EXERCISE BRIEF
In the listing below, find the line containing "g.lineJoin = 'round';" and the line containing "g.strokeStyle = color;". Repeat exactly those two lines and every line between them, nothing more.

RAW DATA

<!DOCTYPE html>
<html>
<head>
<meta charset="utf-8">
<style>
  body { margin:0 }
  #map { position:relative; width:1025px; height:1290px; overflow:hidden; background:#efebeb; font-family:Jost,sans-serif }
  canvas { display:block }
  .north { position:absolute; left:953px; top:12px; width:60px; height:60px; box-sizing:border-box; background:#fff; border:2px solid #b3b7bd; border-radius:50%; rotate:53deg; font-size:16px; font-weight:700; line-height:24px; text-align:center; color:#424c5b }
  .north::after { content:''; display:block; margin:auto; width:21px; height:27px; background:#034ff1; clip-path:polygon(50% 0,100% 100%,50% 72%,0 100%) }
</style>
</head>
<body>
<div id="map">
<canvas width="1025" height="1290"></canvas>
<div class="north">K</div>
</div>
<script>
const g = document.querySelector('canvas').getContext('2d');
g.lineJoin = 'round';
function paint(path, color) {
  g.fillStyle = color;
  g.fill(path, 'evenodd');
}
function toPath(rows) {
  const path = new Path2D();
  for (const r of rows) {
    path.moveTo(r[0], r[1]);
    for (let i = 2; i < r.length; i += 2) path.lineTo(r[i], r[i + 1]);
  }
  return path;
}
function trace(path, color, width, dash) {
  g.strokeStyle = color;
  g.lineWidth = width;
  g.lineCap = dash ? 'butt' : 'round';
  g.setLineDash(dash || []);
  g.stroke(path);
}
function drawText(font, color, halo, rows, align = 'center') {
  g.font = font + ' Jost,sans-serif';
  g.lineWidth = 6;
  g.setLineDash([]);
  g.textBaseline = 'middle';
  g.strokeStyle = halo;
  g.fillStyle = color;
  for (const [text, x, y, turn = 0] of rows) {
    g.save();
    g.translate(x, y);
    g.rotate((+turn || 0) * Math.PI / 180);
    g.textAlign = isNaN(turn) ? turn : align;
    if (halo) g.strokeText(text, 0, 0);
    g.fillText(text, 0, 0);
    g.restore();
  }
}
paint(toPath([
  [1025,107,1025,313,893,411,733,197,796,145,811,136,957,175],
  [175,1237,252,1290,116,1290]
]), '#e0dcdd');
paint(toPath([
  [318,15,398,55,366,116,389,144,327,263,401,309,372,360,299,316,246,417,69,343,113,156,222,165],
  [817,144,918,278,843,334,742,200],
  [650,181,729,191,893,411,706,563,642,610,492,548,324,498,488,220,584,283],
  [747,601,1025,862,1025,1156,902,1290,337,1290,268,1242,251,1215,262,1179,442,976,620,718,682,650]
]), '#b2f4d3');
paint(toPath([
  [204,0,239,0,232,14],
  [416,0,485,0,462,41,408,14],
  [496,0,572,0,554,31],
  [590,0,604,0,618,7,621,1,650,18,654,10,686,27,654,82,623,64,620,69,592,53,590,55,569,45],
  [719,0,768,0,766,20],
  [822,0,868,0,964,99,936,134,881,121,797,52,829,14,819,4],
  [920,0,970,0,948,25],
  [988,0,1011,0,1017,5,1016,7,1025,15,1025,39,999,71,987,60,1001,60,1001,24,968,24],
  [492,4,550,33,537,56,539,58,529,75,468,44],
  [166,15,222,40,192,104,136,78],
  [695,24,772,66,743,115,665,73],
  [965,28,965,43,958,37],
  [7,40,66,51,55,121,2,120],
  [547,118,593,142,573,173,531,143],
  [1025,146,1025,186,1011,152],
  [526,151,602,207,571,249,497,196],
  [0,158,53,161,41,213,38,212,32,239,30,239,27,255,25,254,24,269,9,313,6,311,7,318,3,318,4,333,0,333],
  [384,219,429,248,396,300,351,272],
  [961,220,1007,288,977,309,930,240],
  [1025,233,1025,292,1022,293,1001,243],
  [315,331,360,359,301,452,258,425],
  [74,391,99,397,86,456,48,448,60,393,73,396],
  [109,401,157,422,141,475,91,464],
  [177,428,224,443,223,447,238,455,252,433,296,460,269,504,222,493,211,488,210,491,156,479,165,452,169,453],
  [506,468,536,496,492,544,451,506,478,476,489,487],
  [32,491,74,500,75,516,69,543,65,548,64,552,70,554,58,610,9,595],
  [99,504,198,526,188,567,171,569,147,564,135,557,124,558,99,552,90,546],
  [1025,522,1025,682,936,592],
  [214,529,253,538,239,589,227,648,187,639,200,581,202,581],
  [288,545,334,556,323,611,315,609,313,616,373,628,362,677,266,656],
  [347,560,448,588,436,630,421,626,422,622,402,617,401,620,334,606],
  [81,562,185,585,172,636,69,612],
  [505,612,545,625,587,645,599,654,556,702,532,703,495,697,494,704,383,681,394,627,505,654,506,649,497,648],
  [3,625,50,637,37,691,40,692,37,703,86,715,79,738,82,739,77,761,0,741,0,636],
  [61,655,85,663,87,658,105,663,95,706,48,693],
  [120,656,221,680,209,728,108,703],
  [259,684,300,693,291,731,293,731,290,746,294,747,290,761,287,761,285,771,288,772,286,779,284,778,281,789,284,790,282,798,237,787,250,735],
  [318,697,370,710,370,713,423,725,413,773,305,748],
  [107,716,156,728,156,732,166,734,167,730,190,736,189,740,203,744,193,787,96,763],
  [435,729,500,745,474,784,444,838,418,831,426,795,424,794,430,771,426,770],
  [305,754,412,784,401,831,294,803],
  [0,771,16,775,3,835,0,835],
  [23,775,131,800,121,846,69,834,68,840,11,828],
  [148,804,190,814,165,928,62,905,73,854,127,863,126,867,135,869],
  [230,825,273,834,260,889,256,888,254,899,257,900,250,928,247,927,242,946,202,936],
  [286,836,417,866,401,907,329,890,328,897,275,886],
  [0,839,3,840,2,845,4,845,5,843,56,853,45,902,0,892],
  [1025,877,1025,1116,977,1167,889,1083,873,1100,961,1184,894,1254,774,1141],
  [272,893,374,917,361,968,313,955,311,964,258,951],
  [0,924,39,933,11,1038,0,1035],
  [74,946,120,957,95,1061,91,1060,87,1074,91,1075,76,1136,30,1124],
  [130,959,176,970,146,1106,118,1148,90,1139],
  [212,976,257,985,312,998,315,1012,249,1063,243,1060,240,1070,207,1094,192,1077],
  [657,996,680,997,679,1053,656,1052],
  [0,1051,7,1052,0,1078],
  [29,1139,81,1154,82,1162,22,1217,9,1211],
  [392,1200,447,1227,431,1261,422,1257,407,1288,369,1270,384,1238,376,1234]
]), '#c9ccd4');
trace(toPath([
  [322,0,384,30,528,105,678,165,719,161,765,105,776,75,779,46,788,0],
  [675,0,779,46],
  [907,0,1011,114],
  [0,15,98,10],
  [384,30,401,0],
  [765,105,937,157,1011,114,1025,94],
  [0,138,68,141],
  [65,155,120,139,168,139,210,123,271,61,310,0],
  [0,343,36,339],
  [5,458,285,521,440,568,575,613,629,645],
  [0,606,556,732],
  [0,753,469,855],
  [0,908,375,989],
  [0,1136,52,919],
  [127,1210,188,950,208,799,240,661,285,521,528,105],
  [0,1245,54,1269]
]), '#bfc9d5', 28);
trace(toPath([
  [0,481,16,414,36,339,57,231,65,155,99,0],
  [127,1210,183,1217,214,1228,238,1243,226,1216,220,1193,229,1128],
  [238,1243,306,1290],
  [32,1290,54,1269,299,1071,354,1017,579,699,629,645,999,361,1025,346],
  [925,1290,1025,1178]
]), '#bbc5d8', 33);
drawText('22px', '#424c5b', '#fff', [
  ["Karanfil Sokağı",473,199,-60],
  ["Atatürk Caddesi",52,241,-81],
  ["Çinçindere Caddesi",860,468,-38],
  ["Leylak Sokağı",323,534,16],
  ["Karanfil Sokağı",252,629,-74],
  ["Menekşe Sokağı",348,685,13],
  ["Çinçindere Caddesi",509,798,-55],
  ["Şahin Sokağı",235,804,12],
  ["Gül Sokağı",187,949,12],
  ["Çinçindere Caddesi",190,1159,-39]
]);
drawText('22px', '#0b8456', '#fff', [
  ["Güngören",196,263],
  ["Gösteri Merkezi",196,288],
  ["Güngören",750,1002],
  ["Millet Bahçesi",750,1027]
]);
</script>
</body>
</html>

EXPECTED ANSWER
g.lineJoin = 'round';
function paint(path, color) {
  g.fillStyle = color;
  g.fill(path, 'evenodd');
}
function toPath(rows) {
  const path = new Path2D();
  for (const r of rows) {
    path.moveTo(r[0], r[1]);
    for (let i = 2; i < r.length; i += 2) path.lineTo(r[i], r[i + 1]);
  }
  return path;
}
function trace(path, color, width, dash) {
  g.strokeStyle = color;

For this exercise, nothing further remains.